Breathing assistance in high tetraplegia

Phrenic nerve pacing was developed in the early 1960s by Glenn and colleagues (Glenn and Phelps, 1985). In appropriate candidates (see Volume II, Chapter 37 on Rehabilitation in Spinal Cord Injury), phrenic nerve pacing has the potential to improve mobility, speech, and overall health, as well as to reduce anxiety and the volume of respiratory secretions, improve the level of comfort, and reduce required nursing care in ventilator dependent tetraplegic individuals (DiMarco, 2001). Confirmation of phrenic nerve function via nerve conduction studies or observation of diaphragm movement under fluoroscopy is necessary before considering phrenic nerve stimulation and diaphragmatic pacing (MacLean and Mattioni, 1981).

The implanted components of neuroprosthetic systems for phrenic nerve pacing consist of nerve electrodes placed around or adjacent to the phrenic nerves, radio-frequency receivers, and cabling. The external components are the radio-frequency transmitter and the antenna. There are currently three manufactures of these devices: Avery, Atrotech, and MedImplant. The Avery and Atrotech devices are available in the USA. The Avery device has received pre-market approval by the food and drug administration (FDA), and is the one most widely used. The Atrotech system is available under an FDA Investigational Device Exemption. The Atrotech has a more sophisticated four-pole electrode system, which is thought to reduce the chance for fatigue. All of these systems allow for changes in stimulus frequency, amplitude, and train rate.

Surgically, the electrodes are placed on or around the phrenic nerve in the neck or thorax. The receiver is placed in a subcutaneous pocket on the anterior chest wall, and the leads are tunneled through the third or fourth inter-costal space. Stimulation is initiated approximately 2 weeks post-operatively. Reconditioning is then required to improve the fatigue resistance of the diaphragm. Low-frequency stimulation (7-12 Hz) is required to help convert the diaphragm to primarily oxidative, slow-twitch Type I fibers (Oda et al., 1981). The respiratory rate usually lies within 8-14 breaths/min during initiation of therapy, and then is reduced to 6-12 breaths/min later on.

The possible complications of phrenic nerve pacing include infection, mechanical injury to the phrenic nerve, upper airway obstruction, reduction in ventilation due to altered respiratory system mechanics, and technical malfunctions.
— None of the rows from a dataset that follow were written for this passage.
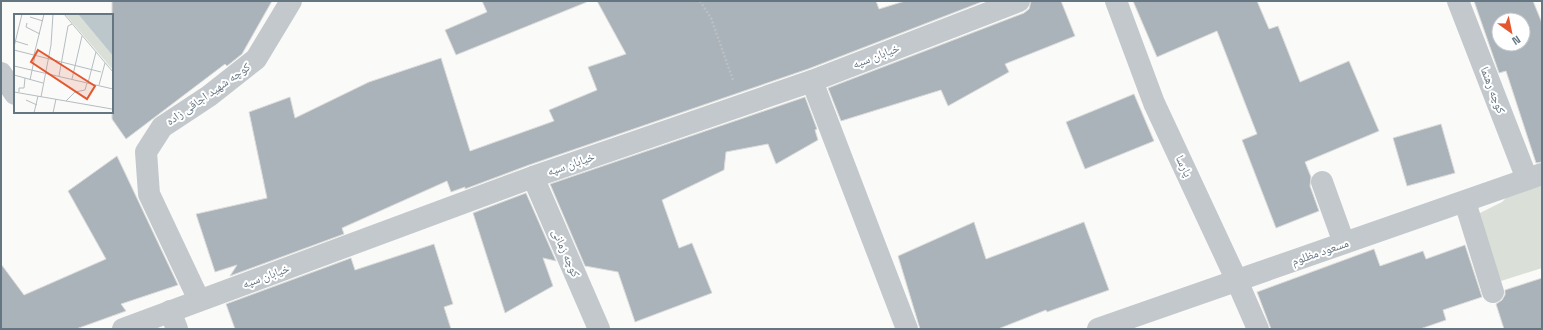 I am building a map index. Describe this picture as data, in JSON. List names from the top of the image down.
{
  "streets": {
    "street": [
      "خیابان سپه",
      "کوچه رهنما",
      "کوچه شهید اجاقی زاده",
      "پارسا",
      "مسعود مظلوم",
      "کوچه زمانی"
    ]
  },
  "crossings": [
    ["خیابان سپه", "کوچه شهید اجاقی زاده"],
    ["خیابان سپه", "کوچه زمانی"],
    ["کوچه رهنما", "مسعود مظلوم"],
    ["پارسا", "مسعود مظلوم"]
  ],
  "north": "bottom right"
} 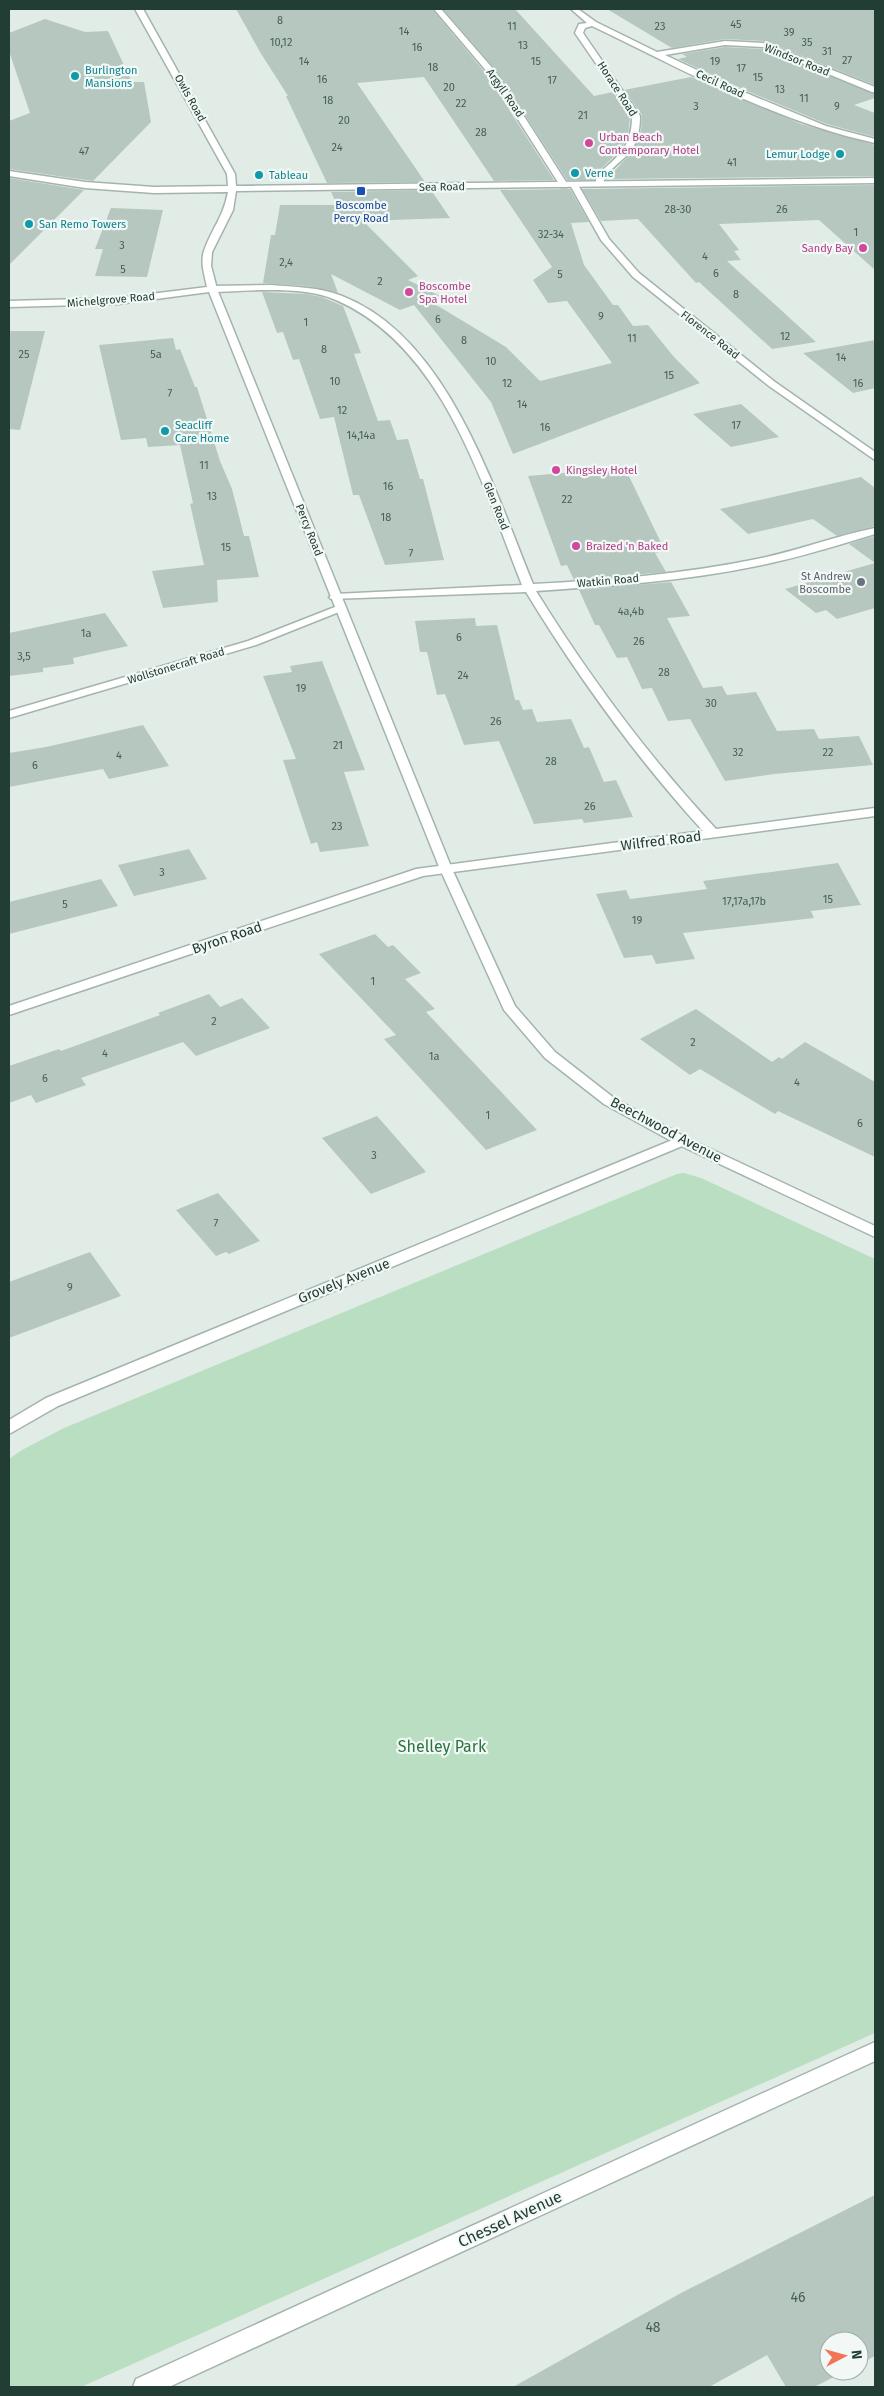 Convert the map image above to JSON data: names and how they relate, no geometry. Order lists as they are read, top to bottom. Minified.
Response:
{"streets":{"street":["Windsor Road","Cecil Road","Horace Road","Argyll Road","Owls Road","Sea Road","Michelgrove Road","Florence Road","Glen Road","Percy Road","Watkin Road","Wollstonecraft Road","Wilfred Road","Byron Road","Beechwood Avenue","Grovely Avenue","Chessel Avenue"]},"crossings":[["Windsor Road","Cecil Road"],["Cecil Road","Horace Road"],["Horace Road","Sea Road"],["Argyll Road","Sea Road"],["Argyll Road","Florence Road"],["Owls Road","Sea Road"],["Owls Road","Percy Road"],["Sea Road","Florence Road"],["Sea Road","Percy Road"],["Michelgrove Road","Glen Road"],["Michelgrove Road","Percy Road"],["Glen Road","Percy Road"],["Glen Road","Watkin Road"],["Glen Road","Wilfred Road"],["Percy Road","Watkin Road"],["Percy Road","Wollstonecraft Road"],["Percy Road","Wilfred Road"],["Percy Road","Byron Road"],["Percy Road","Beechwood Avenue"],["Watkin Road","Wollstonecraft Road"],["Wilfred Road","Byron Road"],["Wilfred Road","Beechwood Avenue"],["Byron Road","Beechwood Avenue"],["Beechwood Avenue","Grovely Avenue"]],"parks":["Shelley Park"],"places":{"other":["Burlington Mansions","Urban Beach Contemporary Hotel","Lemur Lodge","Verne","Tableau","San Remo Towers","Sandy Bay","Boscombe Spa Hotel","Seacliff Care Home","Kingsley Hotel","Braized 'n Baked","St Andrew Boscombe"],"transit":["Boscombe Percy Road"]},"house_numbers":["8","45","11","23","14","39","10,12","35","13","16","31","27","14","15","19","18","17","15","16","17","20","13","11","18","22","3","9","21","20","28","24","47","41","28-30","26","1","32-34","3","4","2,4","5","6","5","2","8","9","6","1","12","11","8","8","25","5a","14","10","15","10","12","16","7","14","12","17","16","14,14a","11","16","13","22","18","15","7","4a,4b","1a","6","26","3,5","28","24","19","30","26","21","32","22","4","28","6","26","23","3","15","17,17a,17b","5","19","1","2","2","4","1a","6","4","1","6","3","7","9","46","48"],"north":"right"}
Most patients using electrophrenic respiration maintain their tra-cheostomy stoma to be used at night and for suctioning, although many of them can plug the sites during the day.

Recent advances for respiratory pacing have been contributed by the work of DiMarco and colleagues, who have demonstrated the use of a minimally invasive approach for introducing electrodes into the diaphragm with a laparoscope. This technique significantly reduces the surgical procedure required. Electrodes are placed bilaterally near the motor points to activate the muscles simultaneously for inspiration; expiration is due to passive relaxation. Of five subjects who have been entered into a clinical protocol and are through the exercise period, four have sufficient ventilation for breathing without other aids (e.g., respirator) for many hours per day. Subjects also report the return of smell as a result of the procedure (DiMarco, 2001).